__WORK TASK__
Somewhere below are a line with "Avenue North</p></div><em>130 m</em></li>" and a later line with "3l9 9-9 9-9-9zM9". Output exactly those lines and all lines between them.
[DATA TO USE]
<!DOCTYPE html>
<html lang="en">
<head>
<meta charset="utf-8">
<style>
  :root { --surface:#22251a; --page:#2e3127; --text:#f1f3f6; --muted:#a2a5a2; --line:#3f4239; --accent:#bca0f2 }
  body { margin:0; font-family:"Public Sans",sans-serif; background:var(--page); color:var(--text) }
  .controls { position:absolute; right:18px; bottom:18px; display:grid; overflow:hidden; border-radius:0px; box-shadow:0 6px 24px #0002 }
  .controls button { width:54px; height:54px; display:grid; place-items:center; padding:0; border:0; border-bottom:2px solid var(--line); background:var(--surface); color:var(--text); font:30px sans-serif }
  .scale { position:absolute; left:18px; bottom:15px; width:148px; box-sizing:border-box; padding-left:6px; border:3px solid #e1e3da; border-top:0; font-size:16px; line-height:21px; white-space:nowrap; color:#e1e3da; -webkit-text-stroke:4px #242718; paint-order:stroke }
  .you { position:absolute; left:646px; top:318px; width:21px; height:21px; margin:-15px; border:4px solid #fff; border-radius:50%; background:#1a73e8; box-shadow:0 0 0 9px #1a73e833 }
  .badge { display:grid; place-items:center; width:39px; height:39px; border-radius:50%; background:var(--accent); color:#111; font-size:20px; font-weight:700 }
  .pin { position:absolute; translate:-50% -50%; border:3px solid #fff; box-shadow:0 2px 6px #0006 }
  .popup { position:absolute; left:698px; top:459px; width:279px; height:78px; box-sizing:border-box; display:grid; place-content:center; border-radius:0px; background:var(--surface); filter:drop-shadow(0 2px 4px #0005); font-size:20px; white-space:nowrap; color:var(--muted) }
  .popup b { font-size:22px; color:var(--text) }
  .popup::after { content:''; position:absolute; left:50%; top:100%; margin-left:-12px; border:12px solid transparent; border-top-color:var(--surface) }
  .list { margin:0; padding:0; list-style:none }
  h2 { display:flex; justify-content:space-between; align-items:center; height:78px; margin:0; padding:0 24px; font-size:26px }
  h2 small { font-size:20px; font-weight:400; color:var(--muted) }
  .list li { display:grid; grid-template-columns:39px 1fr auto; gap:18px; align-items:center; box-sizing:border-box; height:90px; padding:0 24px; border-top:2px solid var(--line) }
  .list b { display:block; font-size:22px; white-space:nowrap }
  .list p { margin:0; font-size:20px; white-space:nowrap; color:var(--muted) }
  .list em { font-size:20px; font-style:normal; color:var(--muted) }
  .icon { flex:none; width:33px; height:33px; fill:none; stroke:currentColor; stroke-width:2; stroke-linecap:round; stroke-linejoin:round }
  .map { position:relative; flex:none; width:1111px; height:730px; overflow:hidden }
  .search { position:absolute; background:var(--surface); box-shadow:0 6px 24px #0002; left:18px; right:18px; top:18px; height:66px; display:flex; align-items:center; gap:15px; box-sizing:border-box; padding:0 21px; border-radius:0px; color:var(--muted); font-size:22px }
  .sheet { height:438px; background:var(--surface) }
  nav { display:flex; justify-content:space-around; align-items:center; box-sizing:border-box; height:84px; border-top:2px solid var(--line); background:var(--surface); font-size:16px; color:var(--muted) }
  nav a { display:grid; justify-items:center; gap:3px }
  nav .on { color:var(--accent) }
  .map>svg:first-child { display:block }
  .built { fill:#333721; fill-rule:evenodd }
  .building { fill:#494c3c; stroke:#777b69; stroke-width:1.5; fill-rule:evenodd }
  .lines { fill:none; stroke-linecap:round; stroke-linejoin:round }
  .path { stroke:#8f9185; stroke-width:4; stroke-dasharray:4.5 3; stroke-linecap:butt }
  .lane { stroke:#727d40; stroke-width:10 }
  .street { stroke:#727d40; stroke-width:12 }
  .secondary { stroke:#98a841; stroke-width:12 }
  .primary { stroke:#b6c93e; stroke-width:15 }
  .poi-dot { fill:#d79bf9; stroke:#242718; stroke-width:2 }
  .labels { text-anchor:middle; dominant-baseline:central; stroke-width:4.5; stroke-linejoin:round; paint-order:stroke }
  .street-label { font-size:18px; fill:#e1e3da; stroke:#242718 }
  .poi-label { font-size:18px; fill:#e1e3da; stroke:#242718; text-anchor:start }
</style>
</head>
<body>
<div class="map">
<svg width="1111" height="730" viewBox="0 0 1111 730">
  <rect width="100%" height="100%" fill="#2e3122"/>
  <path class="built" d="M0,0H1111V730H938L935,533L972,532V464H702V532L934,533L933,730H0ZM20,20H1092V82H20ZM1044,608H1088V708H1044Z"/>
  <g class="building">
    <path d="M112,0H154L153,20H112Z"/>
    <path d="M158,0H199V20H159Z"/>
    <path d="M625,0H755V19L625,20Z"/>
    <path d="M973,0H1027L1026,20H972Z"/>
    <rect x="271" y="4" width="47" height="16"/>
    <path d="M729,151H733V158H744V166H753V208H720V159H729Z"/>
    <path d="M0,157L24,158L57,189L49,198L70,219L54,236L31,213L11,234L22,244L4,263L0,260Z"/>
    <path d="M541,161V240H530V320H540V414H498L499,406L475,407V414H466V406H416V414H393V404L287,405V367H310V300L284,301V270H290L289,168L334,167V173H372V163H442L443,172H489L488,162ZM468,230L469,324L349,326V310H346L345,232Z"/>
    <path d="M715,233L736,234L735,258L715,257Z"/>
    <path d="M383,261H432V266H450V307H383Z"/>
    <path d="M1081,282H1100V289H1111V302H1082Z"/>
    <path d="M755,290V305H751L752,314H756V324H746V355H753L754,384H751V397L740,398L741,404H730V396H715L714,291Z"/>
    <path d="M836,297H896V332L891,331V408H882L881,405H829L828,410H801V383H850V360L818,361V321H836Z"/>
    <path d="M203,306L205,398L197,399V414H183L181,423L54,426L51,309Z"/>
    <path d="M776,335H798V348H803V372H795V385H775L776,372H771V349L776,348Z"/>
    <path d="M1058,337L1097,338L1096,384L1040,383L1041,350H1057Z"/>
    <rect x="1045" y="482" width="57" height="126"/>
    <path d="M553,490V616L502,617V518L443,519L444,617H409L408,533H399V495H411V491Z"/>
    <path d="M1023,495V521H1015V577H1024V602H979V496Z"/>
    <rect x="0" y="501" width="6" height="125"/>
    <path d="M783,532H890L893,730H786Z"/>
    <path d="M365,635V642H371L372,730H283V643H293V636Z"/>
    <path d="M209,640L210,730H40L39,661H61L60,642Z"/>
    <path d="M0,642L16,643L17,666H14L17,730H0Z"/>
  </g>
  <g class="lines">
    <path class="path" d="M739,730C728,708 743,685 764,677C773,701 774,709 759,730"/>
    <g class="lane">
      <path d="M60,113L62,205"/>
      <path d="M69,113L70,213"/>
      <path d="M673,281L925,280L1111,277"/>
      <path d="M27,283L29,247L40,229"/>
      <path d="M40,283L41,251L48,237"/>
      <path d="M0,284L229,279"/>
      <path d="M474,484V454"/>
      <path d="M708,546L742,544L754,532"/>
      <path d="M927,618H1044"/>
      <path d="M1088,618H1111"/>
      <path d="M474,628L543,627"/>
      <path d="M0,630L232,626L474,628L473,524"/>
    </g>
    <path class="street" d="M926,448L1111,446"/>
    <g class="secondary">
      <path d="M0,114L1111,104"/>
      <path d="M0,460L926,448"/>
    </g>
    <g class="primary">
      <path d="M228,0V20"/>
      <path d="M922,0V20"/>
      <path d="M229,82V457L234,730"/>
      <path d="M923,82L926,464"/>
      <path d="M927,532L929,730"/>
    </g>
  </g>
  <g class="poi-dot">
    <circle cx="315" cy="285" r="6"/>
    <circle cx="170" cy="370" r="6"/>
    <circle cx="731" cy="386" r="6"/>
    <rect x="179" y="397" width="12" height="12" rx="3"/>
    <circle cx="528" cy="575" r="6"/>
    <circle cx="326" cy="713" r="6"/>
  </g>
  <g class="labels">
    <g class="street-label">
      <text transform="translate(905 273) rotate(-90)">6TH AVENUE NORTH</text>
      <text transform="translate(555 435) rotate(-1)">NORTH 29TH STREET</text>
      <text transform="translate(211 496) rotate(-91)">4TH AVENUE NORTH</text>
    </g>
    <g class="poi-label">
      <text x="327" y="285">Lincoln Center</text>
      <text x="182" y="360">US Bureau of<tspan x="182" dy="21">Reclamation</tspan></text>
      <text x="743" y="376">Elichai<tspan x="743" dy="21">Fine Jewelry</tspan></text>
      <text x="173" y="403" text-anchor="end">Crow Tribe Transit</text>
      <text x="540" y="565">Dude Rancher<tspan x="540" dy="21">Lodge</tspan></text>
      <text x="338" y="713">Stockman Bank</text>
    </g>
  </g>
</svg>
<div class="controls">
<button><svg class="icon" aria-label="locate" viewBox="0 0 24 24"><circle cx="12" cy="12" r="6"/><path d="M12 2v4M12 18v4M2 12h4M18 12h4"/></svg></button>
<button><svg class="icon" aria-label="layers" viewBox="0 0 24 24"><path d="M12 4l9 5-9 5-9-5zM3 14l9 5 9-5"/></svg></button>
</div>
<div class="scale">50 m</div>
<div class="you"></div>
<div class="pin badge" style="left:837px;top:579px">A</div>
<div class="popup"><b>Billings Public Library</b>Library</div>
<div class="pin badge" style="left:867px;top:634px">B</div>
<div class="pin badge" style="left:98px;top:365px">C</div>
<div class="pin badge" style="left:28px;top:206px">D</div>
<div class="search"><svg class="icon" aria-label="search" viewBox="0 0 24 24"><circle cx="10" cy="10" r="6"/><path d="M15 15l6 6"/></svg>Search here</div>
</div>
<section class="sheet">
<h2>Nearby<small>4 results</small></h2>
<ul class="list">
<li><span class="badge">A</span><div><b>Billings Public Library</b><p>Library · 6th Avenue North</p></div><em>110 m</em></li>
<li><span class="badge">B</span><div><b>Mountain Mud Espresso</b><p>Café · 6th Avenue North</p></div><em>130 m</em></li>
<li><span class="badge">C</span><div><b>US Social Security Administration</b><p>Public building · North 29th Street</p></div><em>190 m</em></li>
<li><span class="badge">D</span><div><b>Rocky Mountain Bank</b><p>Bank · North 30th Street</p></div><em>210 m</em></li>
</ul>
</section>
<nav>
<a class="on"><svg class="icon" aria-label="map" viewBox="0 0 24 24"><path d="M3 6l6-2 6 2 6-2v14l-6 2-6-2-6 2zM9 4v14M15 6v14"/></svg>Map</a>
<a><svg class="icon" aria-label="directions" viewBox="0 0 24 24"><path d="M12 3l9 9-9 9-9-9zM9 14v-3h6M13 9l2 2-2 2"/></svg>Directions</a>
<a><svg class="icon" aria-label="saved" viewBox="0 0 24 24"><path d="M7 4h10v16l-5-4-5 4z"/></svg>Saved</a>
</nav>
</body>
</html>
[/DATA TO USE]
__THE COMPLETED TASK__
<li><span class="badge">B</span><div><b>Mountain Mud Espresso</b><p>Café · 6th Avenue North</p></div><em>130 m</em></li>
<li><span class="badge">C</span><div><b>US Social Security Administration</b><p>Public building · North 29th Street</p></div><em>190 m</em></li>
<li><span class="badge">D</span><div><b>Rocky Mountain Bank</b><p>Bank · North 30th Street</p></div><em>210 m</em></li>
</ul>
</section>
<nav>
<a class="on"><svg class="icon" aria-label="map" viewBox="0 0 24 24"><path d="M3 6l6-2 6 2 6-2v14l-6 2-6-2-6 2zM9 4v14M15 6v14"/></svg>Map</a>
<a><svg class="icon" aria-label="directions" viewBox="0 0 24 24"><path d="M12 3l9 9-9 9-9-9zM9 14v-3h6M13 9l2 2-2 2"/></svg>Directions</a>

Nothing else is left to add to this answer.